● **Activity**: Images are to be left out when the records below are printed word for word.

Data entries:
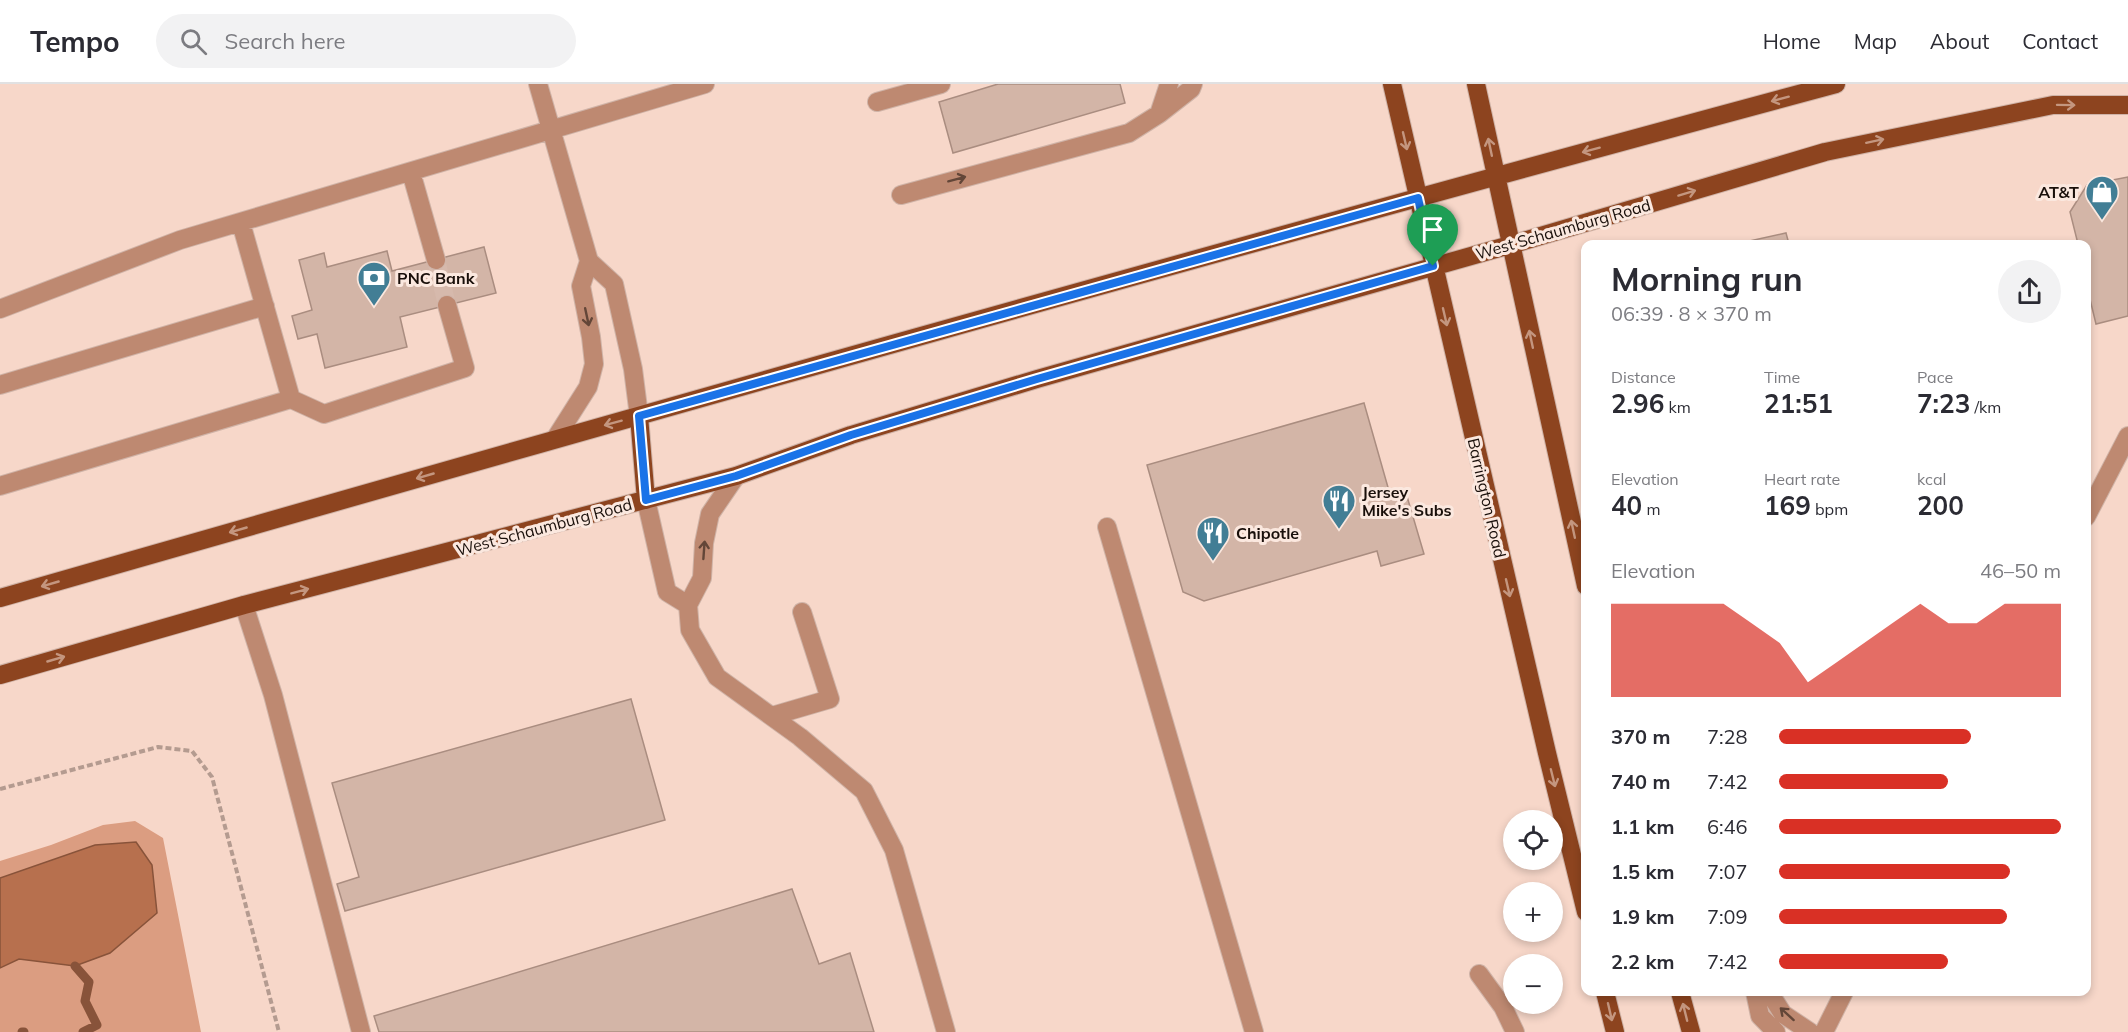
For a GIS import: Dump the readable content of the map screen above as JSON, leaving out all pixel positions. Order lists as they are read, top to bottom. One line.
{"streets":{"main road":["West Schaumburg Road","Barrington Road"]},"crossings":[["West Schaumburg Road","Barrington Road"]],"places":{"shop":["AT&T"],"bank":["PNC Bank"],"restaurant":["Jersey Mike's Subs","Chipotle"]},"page":{"header":"Tempo","search":"Search here","nav":["Home","Map","About","Contact"],"heading":["Morning run","06:39 · 8 × 370 m"],"stats":[["Distance","2.96 km"],["Time","21:51"],["Pace","7:23 /km"],["Elevation","40 m"],["Heart rate","169 bpm"],["kcal","200"]],"chart":["Elevation","46–50 m"],"list":[{"name":"370 m","note":"7:28"},{"name":"740 m","note":"7:42"},{"name":"1.1 km","note":"6:46"},{"name":"1.5 km","note":"7:07"},{"name":"1.9 km","note":"7:09"},{"name":"2.2 km","note":"7:42"}],"map_buttons":["+","−"]}}
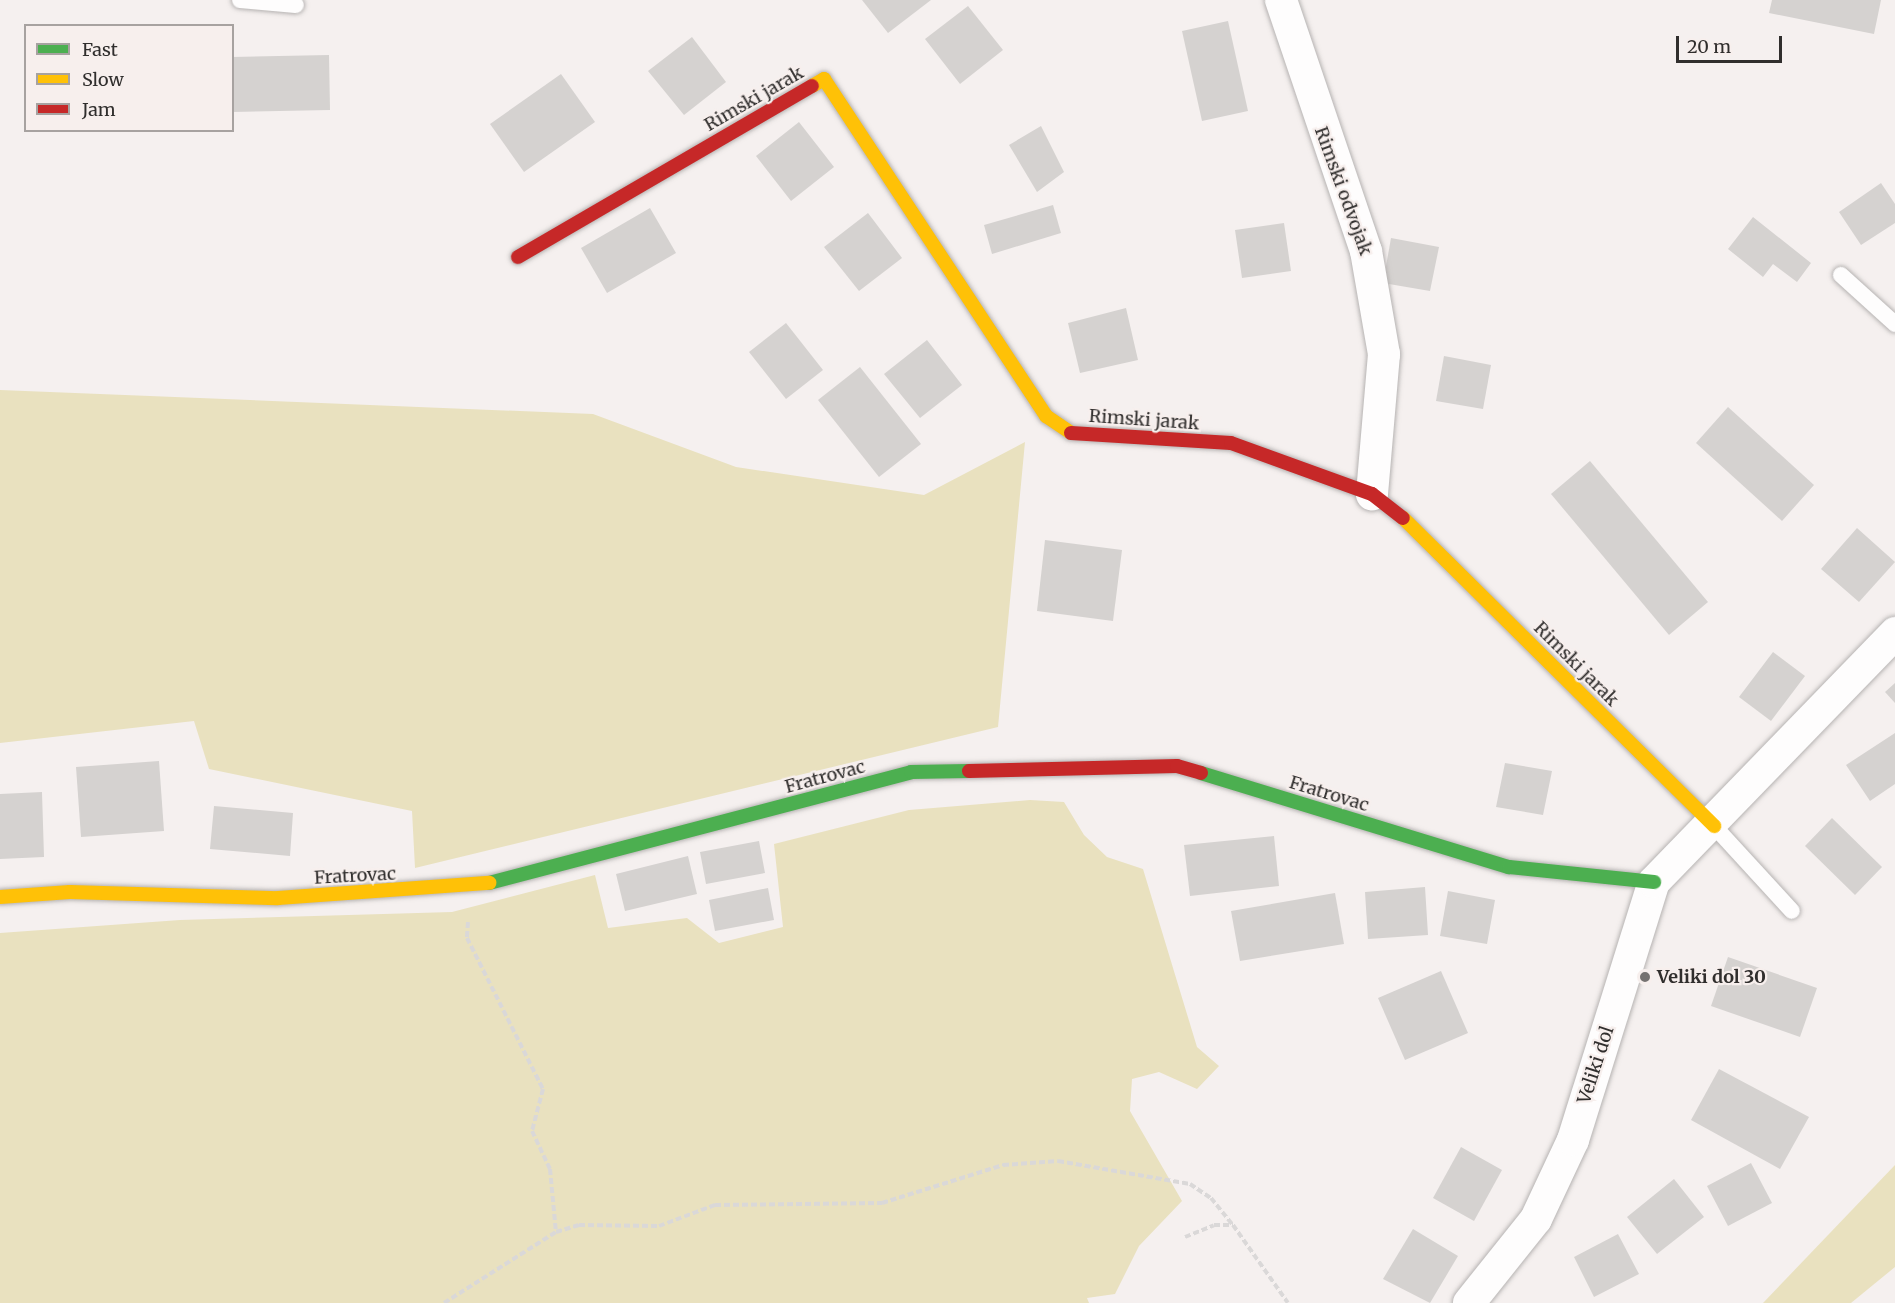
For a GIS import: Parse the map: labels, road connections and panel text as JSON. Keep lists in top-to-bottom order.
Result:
{
  "streets": {
    "street": [
      "Rimski jarak",
      "Rimski odvojak",
      "Fratrovac",
      "Veliki dol"
    ]
  },
  "crossings": [
    ["Rimski jarak", "Rimski odvojak"],
    ["Rimski jarak", "Veliki dol"],
    ["Fratrovac", "Veliki dol"]
  ],
  "places": ["Veliki dol 30"],
  "legend": ["Fast", "Slow", "Jam"],
  "scale_bar": "20 m"
}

● **Problem solution**:
For a GIS import: Dump the readable content of the map screen above as JSON, leaving out all pixel positions. Order lists as they are read, top to bottom. One line.
{"streets":{"main road":["West Schaumburg Road","Barrington Road"]},"crossings":[["West Schaumburg Road","Barrington Road"]],"places":{"shop":["AT&T"],"bank":["PNC Bank"],"restaurant":["Jersey Mike's Subs","Chipotle"]},"page":{"header":"Tempo","search":"Search here","nav":["Home","Map","About","Contact"],"heading":["Morning run","06:39 · 8 × 370 m"],"stats":[["Distance","2.96 km"],["Time","21:51"],["Pace","7:23 /km"],["Elevation","40 m"],["Heart rate","169 bpm"],["kcal","200"]],"chart":["Elevation","46–50 m"],"list":[{"name":"370 m","note":"7:28"},{"name":"740 m","note":"7:42"},{"name":"1.1 km","note":"6:46"},{"name":"1.5 km","note":"7:07"},{"name":"1.9 km","note":"7:09"},{"name":"2.2 km","note":"7:42"}],"map_buttons":["+","−"]}}
For a GIS import: Parse the map: labels, road connections and panel text as JSON. Keep lists in top-to-bottom order.
Result:
{
  "streets": {
    "street": [
      "Rimski jarak",
      "Rimski odvojak",
      "Fratrovac",
      "Veliki dol"
    ]
  },
  "crossings": [
    ["Rimski jarak", "Rimski odvojak"],
    ["Rimski jarak", "Veliki dol"],
    ["Fratrovac", "Veliki dol"]
  ],
  "places": ["Veliki dol 30"],
  "legend": ["Fast", "Slow", "Jam"],
  "scale_bar": "20 m"
}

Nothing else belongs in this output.